Setamat SD, Gusti Ngurah Anom kemudian mendaftar
di SMPN I Seririt dan SMP Saraswati Seririt. Akhirnya ia diterima
di bangku cadangan, di SMPN Seririt.
“Saya diterima di kelas G, yakni kelas yang menampung
siswa baru dengan nilai NEM (Nilai Ebtanas Murni) paling kecil
dari seluruh siswa yang diterima di SMPN Seririt. Waktu awal
sekolah SMP, saya dibantu paman (adik ibu) Nyoman Singarata
yang saat itu bekerja di Hotel Bali Beach. Paman membantu
membayar uang SPP saya tiap bulannya,” ujar Anom.
Meski sudah menginjak bangku Sekolah Menengah
Pertama, uang ‘bekel’ atau uang saku yang diterima Anom
waktu itu masih sama seperti saat ia duduk di bangku SD, yakni
hanya Rp 100 per hari. Waktu itu ongkos naik bemo atau
angkot dari rumahnya ke SMP Rp 50 untuk sekali jalan atau
pulang pergi Rp 100.
“Jika saya naik bemo pulang pergi maka uang saku
saya akan habis hanya untuk ongkos bemo.”
Untuk menyiasati ini, Anom memutuskan untuk berjalan
kaki dari rumah ke SMPN Seririt yang berjarak kurang
lebih 3 kilometer. Ia berangkat siang hari dan baru pulang sore
hari. Ini ia jalani selama 3 tahun. Waktu itu Anom punya teman
yang sering diajak jalan kaki bareng ke sekolah yakni Reno,
24 Gusti Ngurah Anom
Putu Armini, dan Putu Sukerta. Sementara teman-teman yang
lainnya lebih banyak naik sepeda dayung ke sekolah.
“Untuk berjalan kaki dari rumah ke sekolah saya dan
teman-teman butuh waktu 1,5 jam. Sementara pulangnya
kami perlu waktu 2 jam karena kondisi jalan yang ramai saat
jam pulang sekolah.”
Karena berangkat sekolah dengan jalan kaki di siang
hari, setibanya di sekolah Anom merasa kelelahan dan mengantuk.

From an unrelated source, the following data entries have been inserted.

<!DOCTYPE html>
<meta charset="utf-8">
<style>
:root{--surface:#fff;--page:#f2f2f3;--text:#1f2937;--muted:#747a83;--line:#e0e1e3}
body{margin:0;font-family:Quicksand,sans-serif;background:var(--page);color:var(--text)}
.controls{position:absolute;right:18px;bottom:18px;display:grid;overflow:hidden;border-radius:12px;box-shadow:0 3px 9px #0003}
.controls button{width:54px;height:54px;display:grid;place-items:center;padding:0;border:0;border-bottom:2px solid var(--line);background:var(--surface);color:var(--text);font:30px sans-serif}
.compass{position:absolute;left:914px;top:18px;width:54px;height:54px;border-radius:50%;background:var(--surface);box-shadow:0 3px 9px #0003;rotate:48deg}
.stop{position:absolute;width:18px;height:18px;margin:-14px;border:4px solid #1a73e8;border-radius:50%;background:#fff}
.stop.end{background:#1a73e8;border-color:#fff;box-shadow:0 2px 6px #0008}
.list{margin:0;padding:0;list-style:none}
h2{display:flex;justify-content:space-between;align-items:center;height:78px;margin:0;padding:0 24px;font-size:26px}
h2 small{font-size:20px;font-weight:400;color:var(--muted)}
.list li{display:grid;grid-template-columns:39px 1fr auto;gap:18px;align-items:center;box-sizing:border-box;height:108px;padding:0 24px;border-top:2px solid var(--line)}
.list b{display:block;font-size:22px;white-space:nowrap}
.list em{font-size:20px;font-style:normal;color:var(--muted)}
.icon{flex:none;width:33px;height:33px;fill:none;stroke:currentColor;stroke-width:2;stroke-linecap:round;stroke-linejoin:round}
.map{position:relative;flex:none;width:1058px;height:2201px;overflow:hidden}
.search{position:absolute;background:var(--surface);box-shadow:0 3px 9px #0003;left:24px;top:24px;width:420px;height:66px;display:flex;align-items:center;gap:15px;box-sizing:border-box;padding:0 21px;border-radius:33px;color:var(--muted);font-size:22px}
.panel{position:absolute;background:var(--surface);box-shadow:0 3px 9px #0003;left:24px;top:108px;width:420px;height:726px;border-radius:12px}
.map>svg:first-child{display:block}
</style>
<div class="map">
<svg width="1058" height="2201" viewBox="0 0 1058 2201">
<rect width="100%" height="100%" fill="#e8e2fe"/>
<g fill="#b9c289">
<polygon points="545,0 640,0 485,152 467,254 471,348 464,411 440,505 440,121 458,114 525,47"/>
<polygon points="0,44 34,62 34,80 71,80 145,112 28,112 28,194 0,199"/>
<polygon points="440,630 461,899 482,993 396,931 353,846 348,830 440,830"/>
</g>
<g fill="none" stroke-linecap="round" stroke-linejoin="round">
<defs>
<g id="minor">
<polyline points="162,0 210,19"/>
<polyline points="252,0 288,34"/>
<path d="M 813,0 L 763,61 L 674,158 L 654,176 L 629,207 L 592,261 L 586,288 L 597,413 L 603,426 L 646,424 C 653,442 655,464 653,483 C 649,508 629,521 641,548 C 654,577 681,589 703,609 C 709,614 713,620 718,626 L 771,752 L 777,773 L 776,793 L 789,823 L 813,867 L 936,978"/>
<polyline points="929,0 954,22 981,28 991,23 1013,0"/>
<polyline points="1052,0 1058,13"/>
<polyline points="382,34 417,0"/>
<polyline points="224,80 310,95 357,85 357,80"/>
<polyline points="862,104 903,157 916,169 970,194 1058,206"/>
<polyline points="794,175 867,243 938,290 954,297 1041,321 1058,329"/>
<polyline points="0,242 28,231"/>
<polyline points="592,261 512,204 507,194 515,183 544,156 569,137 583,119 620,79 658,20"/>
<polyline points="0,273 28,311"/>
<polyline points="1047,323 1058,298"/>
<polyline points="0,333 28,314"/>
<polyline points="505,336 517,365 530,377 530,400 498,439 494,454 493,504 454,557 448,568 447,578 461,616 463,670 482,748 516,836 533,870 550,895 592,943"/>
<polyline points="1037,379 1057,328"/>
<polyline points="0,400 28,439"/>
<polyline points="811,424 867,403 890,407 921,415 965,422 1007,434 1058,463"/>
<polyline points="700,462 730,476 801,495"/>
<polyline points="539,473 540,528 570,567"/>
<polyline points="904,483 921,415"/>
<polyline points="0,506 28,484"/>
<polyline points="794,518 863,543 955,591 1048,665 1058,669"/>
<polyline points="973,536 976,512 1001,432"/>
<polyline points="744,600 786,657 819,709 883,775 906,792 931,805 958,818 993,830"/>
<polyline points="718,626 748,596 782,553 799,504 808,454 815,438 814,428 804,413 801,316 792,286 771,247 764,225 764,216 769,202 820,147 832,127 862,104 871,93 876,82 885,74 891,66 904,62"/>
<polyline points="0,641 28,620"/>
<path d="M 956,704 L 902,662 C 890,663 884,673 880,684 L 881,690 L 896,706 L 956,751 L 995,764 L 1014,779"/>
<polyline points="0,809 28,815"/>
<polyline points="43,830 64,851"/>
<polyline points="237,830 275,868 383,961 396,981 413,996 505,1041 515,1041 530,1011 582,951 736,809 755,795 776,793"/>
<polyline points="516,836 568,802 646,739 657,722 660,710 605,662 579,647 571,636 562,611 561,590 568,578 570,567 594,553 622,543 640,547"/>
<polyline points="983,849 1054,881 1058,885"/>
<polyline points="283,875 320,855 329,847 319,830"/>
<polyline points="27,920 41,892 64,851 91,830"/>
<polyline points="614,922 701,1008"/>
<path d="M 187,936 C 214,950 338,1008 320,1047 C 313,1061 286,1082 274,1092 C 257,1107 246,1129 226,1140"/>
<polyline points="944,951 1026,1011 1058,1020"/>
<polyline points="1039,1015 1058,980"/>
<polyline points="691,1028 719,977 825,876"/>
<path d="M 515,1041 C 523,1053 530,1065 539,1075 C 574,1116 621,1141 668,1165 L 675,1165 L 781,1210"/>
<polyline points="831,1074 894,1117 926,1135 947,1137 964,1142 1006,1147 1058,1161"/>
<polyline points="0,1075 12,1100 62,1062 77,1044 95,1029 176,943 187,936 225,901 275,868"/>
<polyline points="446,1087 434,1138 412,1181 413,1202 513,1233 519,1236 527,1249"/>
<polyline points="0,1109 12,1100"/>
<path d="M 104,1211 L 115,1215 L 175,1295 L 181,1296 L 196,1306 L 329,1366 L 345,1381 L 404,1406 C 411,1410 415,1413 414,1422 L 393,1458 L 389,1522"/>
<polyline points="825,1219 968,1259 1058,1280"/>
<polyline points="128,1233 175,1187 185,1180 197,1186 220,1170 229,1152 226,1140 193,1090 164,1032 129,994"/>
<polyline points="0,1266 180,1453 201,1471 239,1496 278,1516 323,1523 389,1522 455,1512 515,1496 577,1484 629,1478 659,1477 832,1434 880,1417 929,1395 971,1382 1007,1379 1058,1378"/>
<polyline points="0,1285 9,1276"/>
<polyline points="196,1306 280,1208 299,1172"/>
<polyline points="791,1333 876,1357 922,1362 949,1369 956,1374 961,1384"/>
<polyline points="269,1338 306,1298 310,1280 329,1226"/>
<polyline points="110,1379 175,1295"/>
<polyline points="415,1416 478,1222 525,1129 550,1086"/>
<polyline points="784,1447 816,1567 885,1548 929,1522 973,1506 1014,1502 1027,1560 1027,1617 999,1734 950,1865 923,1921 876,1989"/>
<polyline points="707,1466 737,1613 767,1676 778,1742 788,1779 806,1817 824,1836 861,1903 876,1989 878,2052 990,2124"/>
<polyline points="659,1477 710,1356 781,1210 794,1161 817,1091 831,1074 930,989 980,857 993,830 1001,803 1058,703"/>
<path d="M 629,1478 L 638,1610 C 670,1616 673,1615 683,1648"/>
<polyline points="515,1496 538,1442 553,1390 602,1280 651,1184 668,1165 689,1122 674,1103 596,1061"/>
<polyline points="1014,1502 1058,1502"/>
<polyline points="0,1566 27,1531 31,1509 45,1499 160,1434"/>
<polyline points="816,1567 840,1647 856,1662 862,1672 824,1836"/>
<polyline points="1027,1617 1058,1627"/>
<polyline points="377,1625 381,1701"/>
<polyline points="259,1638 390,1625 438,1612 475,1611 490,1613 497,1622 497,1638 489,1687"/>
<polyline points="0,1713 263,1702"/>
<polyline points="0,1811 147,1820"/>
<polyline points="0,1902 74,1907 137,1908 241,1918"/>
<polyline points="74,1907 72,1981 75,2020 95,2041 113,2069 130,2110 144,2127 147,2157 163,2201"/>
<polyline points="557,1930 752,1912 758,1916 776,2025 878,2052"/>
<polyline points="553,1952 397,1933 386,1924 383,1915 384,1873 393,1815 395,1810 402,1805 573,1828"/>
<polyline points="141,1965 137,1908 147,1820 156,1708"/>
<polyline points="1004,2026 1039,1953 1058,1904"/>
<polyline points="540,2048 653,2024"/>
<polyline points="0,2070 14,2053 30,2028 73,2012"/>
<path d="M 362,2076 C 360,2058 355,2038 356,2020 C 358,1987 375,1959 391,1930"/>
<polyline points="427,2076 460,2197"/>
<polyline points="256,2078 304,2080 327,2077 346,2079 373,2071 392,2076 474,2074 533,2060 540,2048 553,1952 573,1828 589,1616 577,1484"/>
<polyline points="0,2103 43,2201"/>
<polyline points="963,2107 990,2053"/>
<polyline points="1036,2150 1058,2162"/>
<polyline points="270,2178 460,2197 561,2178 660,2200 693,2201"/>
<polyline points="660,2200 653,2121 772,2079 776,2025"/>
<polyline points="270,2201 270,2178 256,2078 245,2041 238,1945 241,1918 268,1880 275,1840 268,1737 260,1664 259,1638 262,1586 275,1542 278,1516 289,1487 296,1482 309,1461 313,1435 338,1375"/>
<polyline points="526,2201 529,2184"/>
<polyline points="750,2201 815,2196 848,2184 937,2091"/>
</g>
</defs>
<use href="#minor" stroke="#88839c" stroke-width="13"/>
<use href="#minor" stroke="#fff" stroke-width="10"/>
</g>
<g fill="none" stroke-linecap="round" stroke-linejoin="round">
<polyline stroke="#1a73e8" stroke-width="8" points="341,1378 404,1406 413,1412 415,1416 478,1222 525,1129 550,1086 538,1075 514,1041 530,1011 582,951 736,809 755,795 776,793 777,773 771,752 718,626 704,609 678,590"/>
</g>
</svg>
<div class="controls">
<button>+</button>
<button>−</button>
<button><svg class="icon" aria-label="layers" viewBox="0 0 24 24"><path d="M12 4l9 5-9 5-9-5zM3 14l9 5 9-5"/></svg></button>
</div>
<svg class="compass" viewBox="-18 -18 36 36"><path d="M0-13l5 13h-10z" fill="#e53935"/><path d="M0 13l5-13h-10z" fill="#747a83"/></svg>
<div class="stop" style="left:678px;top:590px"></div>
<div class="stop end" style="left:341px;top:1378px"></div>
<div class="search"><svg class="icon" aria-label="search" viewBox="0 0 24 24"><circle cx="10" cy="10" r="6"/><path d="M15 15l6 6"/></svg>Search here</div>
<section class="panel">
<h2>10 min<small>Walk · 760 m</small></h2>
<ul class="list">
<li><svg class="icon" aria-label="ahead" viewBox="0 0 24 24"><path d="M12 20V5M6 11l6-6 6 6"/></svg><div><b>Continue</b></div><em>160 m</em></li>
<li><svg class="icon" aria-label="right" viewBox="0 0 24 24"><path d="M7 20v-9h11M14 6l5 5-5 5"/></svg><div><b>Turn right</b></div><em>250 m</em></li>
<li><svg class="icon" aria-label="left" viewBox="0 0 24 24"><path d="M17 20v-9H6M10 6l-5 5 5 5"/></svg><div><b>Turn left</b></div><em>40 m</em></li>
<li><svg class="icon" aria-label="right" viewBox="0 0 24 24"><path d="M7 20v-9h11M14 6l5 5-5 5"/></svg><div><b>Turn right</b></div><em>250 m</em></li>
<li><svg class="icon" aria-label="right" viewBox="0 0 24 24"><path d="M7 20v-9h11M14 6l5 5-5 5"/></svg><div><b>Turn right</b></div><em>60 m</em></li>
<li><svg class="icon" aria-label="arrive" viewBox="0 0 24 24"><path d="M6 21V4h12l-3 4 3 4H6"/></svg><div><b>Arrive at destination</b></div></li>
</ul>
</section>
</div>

Akibatnya ia tidak bisa konsentrasi mengikuti pelajaran
di kelas.
Setelah duduk di bangku SMP, Anom juga tidak bisa
membeli buku, alat tulis, dan buku pelajaran. Yang ditanggung
pamannya hanyalah uang SPP bulanan. Uang hasil kerja orang
tuanya waktu itu hanya habis untuk biaya makan sehari-hari.
Karena tidak pernah belajar di rumah, Anom selalu
nyontek saat sedang mengikuti ulangan tulis di kelas. Anom
tidak bisa nyontek teman sebangkunya saat guru menggelar
ulangan lisan dengan memanggil para siswa satu per satu ke
depan kelas.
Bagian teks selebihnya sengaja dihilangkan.